Окончательно продрогнув в своем тонком халатике, она точным броском отправила окурок в спутанные голые ветки шиповника и, обхватив себя руками, поспешила ко входу в отделение.
После того, как Марина немного успокоилась, она вспомнила слова Павла об Андрее. Что он тоже… Марина прибавила шагу и уже через пять минут была перед входом в его палату. Остановилась на пороге, наблюдая, как Алина переодевает пациента.
– Почему вы не закрыли дверь? – с возмущением спросила она, заметив на себе почти отчаянный взгляд Ковалевича. Ларина вдруг опустила глаза. Пока застигнутая врасплох Алина спешно пыталась натянуть на него длинную больничную рубашку. Закончив, девушка, не глядя на доктора, поспешила покинуть палату, но Марина вышла следом.
– Вы считаете, раз он нуждается в вашей помощи – можно делать это при всех?

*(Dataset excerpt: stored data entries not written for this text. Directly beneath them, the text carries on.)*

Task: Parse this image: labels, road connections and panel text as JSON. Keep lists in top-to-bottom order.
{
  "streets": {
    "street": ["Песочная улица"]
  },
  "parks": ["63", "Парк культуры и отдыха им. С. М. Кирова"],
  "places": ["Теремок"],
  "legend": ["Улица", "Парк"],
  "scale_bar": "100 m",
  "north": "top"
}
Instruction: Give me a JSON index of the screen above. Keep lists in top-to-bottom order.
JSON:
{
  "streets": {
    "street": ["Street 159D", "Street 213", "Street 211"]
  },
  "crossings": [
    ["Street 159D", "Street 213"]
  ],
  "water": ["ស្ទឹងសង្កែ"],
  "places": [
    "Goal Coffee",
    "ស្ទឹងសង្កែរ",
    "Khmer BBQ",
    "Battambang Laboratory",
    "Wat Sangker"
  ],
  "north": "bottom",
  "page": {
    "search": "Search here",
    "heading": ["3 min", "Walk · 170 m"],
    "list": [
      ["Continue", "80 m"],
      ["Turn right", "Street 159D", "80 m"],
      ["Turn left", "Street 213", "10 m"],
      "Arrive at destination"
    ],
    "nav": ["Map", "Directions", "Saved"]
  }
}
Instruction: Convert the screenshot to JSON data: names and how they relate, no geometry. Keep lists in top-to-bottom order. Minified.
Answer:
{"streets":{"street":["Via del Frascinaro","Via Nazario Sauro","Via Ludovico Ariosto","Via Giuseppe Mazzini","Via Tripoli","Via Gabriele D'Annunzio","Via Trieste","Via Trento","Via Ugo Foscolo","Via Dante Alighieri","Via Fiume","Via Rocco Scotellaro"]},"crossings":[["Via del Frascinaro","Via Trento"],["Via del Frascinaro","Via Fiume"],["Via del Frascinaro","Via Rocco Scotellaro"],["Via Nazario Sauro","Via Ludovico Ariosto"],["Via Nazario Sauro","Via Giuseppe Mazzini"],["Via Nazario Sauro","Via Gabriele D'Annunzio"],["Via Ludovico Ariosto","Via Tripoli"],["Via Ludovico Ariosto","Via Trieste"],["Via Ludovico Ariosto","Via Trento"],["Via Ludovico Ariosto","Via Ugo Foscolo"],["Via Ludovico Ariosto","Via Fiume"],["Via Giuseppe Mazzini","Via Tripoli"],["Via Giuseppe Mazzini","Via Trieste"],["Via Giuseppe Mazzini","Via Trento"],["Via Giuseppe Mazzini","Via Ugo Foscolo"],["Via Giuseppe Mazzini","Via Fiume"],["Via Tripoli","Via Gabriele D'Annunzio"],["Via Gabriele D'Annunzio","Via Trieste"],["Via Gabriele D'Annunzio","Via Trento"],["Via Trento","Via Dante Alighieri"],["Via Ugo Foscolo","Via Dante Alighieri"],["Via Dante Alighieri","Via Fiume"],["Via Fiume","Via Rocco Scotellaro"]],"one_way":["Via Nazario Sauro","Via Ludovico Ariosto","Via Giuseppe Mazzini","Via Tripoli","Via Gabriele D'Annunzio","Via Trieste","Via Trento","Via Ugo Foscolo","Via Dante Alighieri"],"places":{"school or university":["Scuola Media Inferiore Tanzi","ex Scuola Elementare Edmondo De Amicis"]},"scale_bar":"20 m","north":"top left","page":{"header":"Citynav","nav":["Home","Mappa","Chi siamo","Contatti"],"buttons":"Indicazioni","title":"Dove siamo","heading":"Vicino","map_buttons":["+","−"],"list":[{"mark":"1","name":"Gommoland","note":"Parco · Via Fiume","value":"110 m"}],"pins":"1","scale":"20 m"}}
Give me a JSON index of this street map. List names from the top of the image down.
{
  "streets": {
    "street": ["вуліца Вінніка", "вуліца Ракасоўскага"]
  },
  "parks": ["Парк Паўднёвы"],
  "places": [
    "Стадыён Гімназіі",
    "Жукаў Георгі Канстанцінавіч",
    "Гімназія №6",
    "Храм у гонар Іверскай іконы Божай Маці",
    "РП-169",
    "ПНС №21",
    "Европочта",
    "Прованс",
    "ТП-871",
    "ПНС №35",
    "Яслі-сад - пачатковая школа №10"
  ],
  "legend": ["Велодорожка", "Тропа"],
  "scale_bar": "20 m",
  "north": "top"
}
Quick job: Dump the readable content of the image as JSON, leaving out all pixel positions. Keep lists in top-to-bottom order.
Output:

Мол он же привык. Чего такого? Еще раз такое увижу, поставлю вопрос о вашей компетенции.
– Простите, – зло бросила ей медсестра и поспешила ретироваться.
– Спасибо, – тихо сказал Андрей, когда Марина вернулась в палату.
– Это стандартные инструкции. Благодарите не меня, а наше законодательство.
– Что, есть закон о правах инвалидов? – пытаясь побороть спонтанную неловкость, продолжил Андрей.
– Поверьте мне, он есть.
Марина с несвойственной ей бесцеремонностью подошла к пациенту, и принялась ощупывать, поворачивать и сгибать его ногу.
Андрей молча наблюдал за ней. Ларина старалась не встречаться с ним взглядом, не хотела, чтобы он видел ее раздражение.
– Ковалевич, вам как можно скорее нужно начать курс массажа и физиотерапии.
Заглядывая Андрею в глаза, Марина никак не могла понять, что же так привлекает ее внимание. Почему она не может перестать разглядывать его. И только сейчас сообразила – глаза его светились изнутри. Такой небольшой светящийся островок, как утонувшее в синеве моря солнце.